The food delivery company has 8.5 million potential customers.
The food boom at home was booming in 2013 when Will Shu and Greg Orlowski decided to launch the Deliveroo platform in London. The idea was perfect for those restaurants that did not have a delivery service, because the company was in charge of facilitating delivery people, who picked up the orders by bicycle or motorcycle to deliver them to the customer. Five years later, Deliveroo has expanded its business model to more than 200 cities in 12 countries in Europe, Asia and Australia. It employs more than 2,000 people, collaborates with more than 30,000 delivery people and works with more than 30,000 restaurants around the world.
In this five years, Deliveroo has positioned itself as one of the big companies in the food distribution sector, a market that still has a lot of space to keep growing. In fact, according to a report by UBS, home delivery will total 20 billion dollars in 2030, representing an annual growth of more than 20%, from the current 35,000 million dollars. In some countries, such as South Korea, Japan, the United Kingdom or Germany, food distribution already accounts for more than 10% of the total restaurant business. In Spain it still stands at 4%, “which undoubtedly shows a significant growth margin,” they say from the company.
The first Deliveroo delivery drivers strike occurred in August 2016 in London
In addition to the sector’s own boom, Deliveroo’s success has been very much based on financial impulses. With a valuation of 1,700 million euros, it is the fastest growing technology company in the United Kingdom and one of the biggest technological success stories in Europe.
The first injections of capital came in 2014, when Deliveroo raised 4.5 million dollars in an investment round led by Index Ventures and Hoxton Ventures. In 2015, the almost newborn company launched three rounds of financing in which it managed to attract a total of 195 million dollars, which allowed it to increase its pace of international expansion and reach countries such as Spain, where it landed at the end of 2015.
His case continued to expand thanks to a new round of financing in August 2016, when he raised $ 275 million from the Bridgepoint investment fund. The last financial impulse, which granted the P & L company the valuation of 1,900 million dollars, took place in November 2017, when Deliveroo raised 483 million dollars in new funds.
The positive side
The delivery company presumes to be an important element in the economy of restaurants. According to figures from the Delivering to the Global Economy report, conducted by Capital Economics, Deliveroo contributes 879 million euros of gross added value in the twelve countries in which it operates, and until June 2017, approximately 747 million euros were generated in restaurant sales. associates
In addition, Deliveroo describes itself as an important element that “contributes to boost the activity of the entire value chain of restaurants.” As a result of the company’s operations last year, “the restaurant industry has created around 13,300 additional jobs.”

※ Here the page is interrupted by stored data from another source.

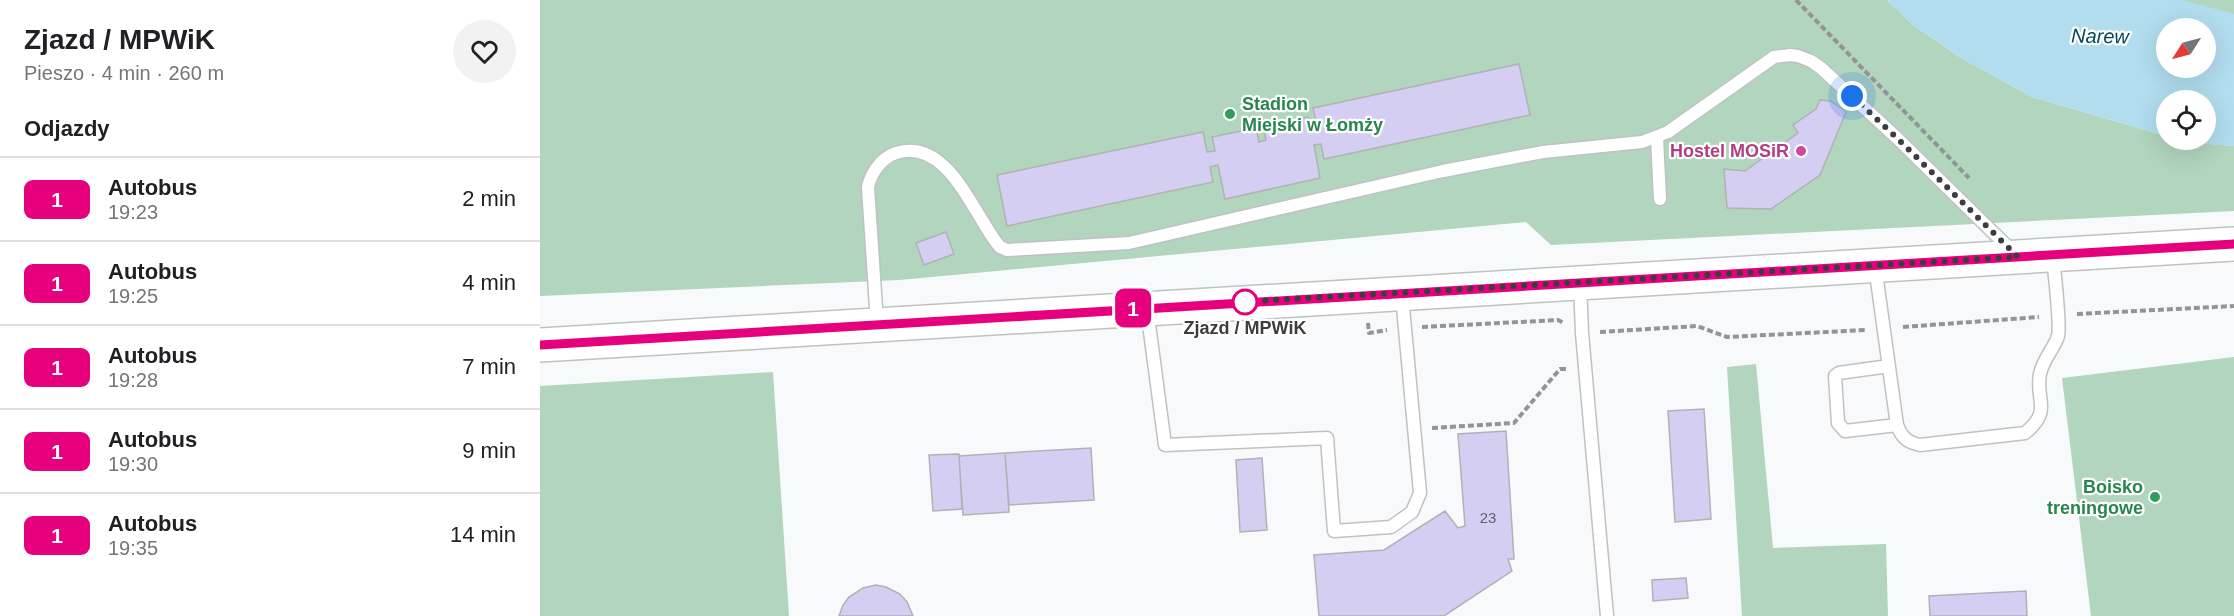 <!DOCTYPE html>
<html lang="pl">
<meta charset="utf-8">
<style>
:root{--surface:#fff;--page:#f2f2f2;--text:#202124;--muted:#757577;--line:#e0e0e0}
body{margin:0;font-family:Helvetica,sans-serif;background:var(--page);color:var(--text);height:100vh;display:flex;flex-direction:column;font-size:22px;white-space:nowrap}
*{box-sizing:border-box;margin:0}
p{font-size:20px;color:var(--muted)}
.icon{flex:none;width:33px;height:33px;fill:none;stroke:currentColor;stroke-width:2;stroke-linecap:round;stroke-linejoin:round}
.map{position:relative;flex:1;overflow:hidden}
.drawer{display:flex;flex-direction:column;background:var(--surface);width:540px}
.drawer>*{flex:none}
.badge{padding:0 12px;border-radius:9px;font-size:21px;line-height:39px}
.needle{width:39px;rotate:234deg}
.buttons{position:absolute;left:1616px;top:18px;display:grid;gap:12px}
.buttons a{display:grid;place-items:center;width:60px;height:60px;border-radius:50%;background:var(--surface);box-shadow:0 6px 24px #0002;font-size:30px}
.you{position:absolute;width:30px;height:30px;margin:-15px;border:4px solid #fff;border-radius:50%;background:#1a73e8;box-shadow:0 0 0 9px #1a73e833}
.map>.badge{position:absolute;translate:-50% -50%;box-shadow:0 0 0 3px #fff}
h2{padding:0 24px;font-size:22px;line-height:54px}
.round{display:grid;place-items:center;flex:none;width:63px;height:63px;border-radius:32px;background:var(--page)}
.head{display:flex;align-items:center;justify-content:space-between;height:102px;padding:0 24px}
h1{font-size:28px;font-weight:800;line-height:45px}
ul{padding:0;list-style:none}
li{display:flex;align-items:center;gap:18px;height:84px;padding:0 24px;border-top:2px solid var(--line)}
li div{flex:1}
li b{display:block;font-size:22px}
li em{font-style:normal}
li .badge{min-width:66px;font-weight:700;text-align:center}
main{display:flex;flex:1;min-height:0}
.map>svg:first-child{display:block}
.green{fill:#b2d5bd}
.water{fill:#b1ddef;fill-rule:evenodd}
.building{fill:#d5cef3;stroke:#b2b1b4;stroke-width:1.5}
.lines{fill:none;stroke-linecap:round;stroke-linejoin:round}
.service-casing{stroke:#bfc1c3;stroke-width:15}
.secondary-casing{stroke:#bfc1c3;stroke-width:36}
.path{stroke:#939495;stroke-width:4;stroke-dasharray:6 3;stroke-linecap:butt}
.service{stroke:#fff;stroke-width:12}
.secondary{stroke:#fff;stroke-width:33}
.line-casing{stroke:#fff;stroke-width:14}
.line{stroke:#e6007e;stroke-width:9}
.walk{stroke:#3c3d3d;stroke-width:6;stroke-dasharray:0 10.8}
.leisure-dot{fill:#2e9e5b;stroke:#fff;stroke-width:2}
.hotel-dot{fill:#d1479c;stroke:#fff;stroke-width:2}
.stop-dot{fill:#fff;stroke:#e6007e;stroke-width:3}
.labels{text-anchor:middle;stroke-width:4.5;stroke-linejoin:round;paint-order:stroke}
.number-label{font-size:15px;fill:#62616a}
.leisure-label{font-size:18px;font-weight:bold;fill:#27864d;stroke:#fff;text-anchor:start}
.hotel-label{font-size:18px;font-weight:bold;fill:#b23c85;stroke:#fff;text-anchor:end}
.stop-label{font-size:18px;font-weight:bold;fill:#3c3d3d;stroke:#fff}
.water-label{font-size:20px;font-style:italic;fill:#084658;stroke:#fff}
</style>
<main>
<section class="drawer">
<div class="head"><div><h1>Zjazd / MPWiK</h1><p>Pieszo · 4 min · 260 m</p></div><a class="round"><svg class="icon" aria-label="heart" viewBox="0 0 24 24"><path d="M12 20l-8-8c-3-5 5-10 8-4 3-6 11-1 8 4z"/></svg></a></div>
<h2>Odjazdy</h2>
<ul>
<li><span class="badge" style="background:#e6007e;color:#fff">1</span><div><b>Autobus</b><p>19:23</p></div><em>2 min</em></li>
<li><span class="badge" style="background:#e6007e;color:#fff">1</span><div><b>Autobus</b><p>19:25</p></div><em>4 min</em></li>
<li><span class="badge" style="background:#e6007e;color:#fff">1</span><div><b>Autobus</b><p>19:28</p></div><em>7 min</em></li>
<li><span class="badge" style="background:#e6007e;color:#fff">1</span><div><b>Autobus</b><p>19:30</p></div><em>9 min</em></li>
<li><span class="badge" style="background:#e6007e;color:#fff">1</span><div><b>Autobus</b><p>19:35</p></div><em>14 min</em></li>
</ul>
</section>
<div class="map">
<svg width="1694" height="616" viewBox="0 0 1694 616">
<rect width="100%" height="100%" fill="#f7f9fb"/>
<path class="green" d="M0,0H1347L1373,25L1421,58L1492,97L1626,136V140L1694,146V211L1011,245L986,222L359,280L0,296Z
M1593,0H1694V36L1665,28Z
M1694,357V616H1551L1522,378Z
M1216,364L1233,548L1346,544L1348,616H1202L1187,367Z
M233,372L249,616H0V386Z"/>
<path class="water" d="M1347,0H1642L1694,14V146L1652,143L1640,140H1665V100H1626V136L1492,97L1421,58L1373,25ZM1626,28H1665V68H1626Z"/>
<path class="building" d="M979,64L990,115L784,159L781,144L774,145L780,178L685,199L678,165L670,167L673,182L467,226L457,175L663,132L667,152L675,151L672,137L716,128L719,142L726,140L723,127L768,117L771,130L778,129L773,108Z
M1280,100L1291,101L1306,112L1280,175L1231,209L1187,208L1184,169L1205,171L1258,133L1253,125L1276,109Z
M406,232L414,254L384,265L376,243Z
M1164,409L1171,519L1135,522L1128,411Z
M966,431L974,559H968L972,571L904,616H779L774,555L844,550L905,511L918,528L925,526L918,434Z
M551,448L554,500L469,505L465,453Z
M465,453L469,512L423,515L419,456Z
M419,454L422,509L393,511L389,455Z
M722,458L727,530L700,532L696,460Z
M1146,578L1148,598L1113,601L1112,580Z
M336,585L346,587L360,594L367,602L373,616H299L303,605L309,597L323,588Z
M1486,591L1487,616H1390L1389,596Z"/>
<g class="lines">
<g class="service-casing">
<path id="service" d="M1117,138L1120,199
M1335,266L1357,425C1362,438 1367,442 1380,445L1485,433C1513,410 1495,401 1500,374C1503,359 1514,349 1518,336C1521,325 1514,271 1513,256
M1040,283L1042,333L1067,616
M607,309L625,445L787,438L794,531L851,527L872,512L880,493L862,296
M337,323L328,187C331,173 341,158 356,153C406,137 432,210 456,242L460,247L467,250L589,243L903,171L1003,152L1102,142L1128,132L1234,57L1250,55L1258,56L1271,61L1281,68L1357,138L1473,252
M1349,366L1299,373L1295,376L1298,423L1305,431L1357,425"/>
</g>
<g class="secondary-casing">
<path id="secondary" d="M0,345L1694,244"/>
</g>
<path class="path" d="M1256,0L1429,178
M1537,314L1694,306
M828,323L829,333L847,330
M882,327L1018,320L1024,323
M1363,327L1499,317
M1060,332L1157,326L1187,337L1326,330
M892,428L974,423L1020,369H1028"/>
<use href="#service" class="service"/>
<use href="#secondary" class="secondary"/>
</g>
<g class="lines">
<g class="line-casing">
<path id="line" d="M0,345L1694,244"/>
</g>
<use href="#line" class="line"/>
<path class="walk" d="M705,302H699L1478,257L1357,138L1312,96"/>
</g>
<g class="leisure-dot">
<circle cx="690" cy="114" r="6"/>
<circle cx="1615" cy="497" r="6"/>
</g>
<circle class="hotel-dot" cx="1261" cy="151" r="6"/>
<circle class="stop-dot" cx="705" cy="302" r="12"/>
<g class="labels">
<g class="number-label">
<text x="948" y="523">23</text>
</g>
<g class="leisure-label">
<text x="702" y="110">Stadion<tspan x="702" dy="21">Miejski w Łomży</tspan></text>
<text x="1603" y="493" text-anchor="end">Boisko<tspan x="1603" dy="21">treningowe</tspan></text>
</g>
<g class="hotel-label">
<text x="1249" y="157">Hostel MOSiR</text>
</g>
<g class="stop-label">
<text x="705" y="334">Zjazd / MPWiK</text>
</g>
<g class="water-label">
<text transform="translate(1560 36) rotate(1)" y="7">Narew</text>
</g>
</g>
</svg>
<div class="buttons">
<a><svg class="needle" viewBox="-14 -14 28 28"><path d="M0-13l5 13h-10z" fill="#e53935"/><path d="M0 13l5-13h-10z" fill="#757577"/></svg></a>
<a><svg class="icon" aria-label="locate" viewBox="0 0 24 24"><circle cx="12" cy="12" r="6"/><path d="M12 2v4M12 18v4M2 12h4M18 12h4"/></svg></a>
</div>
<div class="you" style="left:1312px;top:96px"></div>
<b class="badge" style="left:593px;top:308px;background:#e6007e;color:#fff">1</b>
</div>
</main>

In Spain, the company claims to have generated 17 million euros in revenue for restaurants
The British company states that, “in addition to enhancing its visibility, it increases the billing of restaurants, which can take advantage of the excess capacity of their kitchens.” This means increases of up to 30% in the income of the restaurants with which it collaborates. In this way, they access new sources of income, by covering the home delivery segment without the need to have their own delivery fleet. “
As for the delivery drivers, Deliveroo explains that “it contributes to hundreds of people having alternatives to complete their income.” Many of the riders are young people who see in Deliveroo a formula to obtain additional income compatible with their studies or, in the case of autonomous, with its relationship with other companies. “In recent months, we have updated the collaboration agreement with riders, introducing new types of contract to help them get more income while maintaining work flexibility, a feature of this work model valued as very positive for 80% of them, “they say.
The negative side
Things started to go wrong for Deliveroo in August 2016. The distributors in London, where there are more than 3,000, started a strike to protest the working conditions that the company wanted to impose. After six days of unemployment and the intervention of the British Government, Deliveroo ended up reversing his plans.
Since then, the protests of the workers and the controversy have accompanied the British company. In Spain, the last blow to the company was handled by the Labor Inspectorate, who forced him last July to pay 1.3 million euros for considering his workers to be false in Barcelona.
To calm the waters, Deliveroo has begun this month to include in its platform restaurants with its own fleet of delivery drivers, which is a major threat to companies competing in this type of services, such as Just Eat.
Spain, an important market
After arriving in Spain in November 2015, its expansion throughout the territory has not stopped. Currently, according to figures from the company, it offers service to 8.5 million potential customers and collaborates with more than 2,000 restaurants and 1,000 riders or delivery drivers. It is present in 20 municipalities in Madrid, Barcelona, Valencia, Zaragoza, Alicante, A Coruña, Seville, Malaga, Granada and Bilbao, that is, 10 provincial capitals and 10 localities of its metropolitan area.
According to the report of Capital Economics, Deliveroo has contributed to the Spanish economy with the generation of 27 million euros between June 2016 and June 2017, and two million euros via Company Tax. In addition, 17 million euros have been generated in revenues between restaurants and more than 1,600 people have been employed among company employees, riders and workers in the catering sector.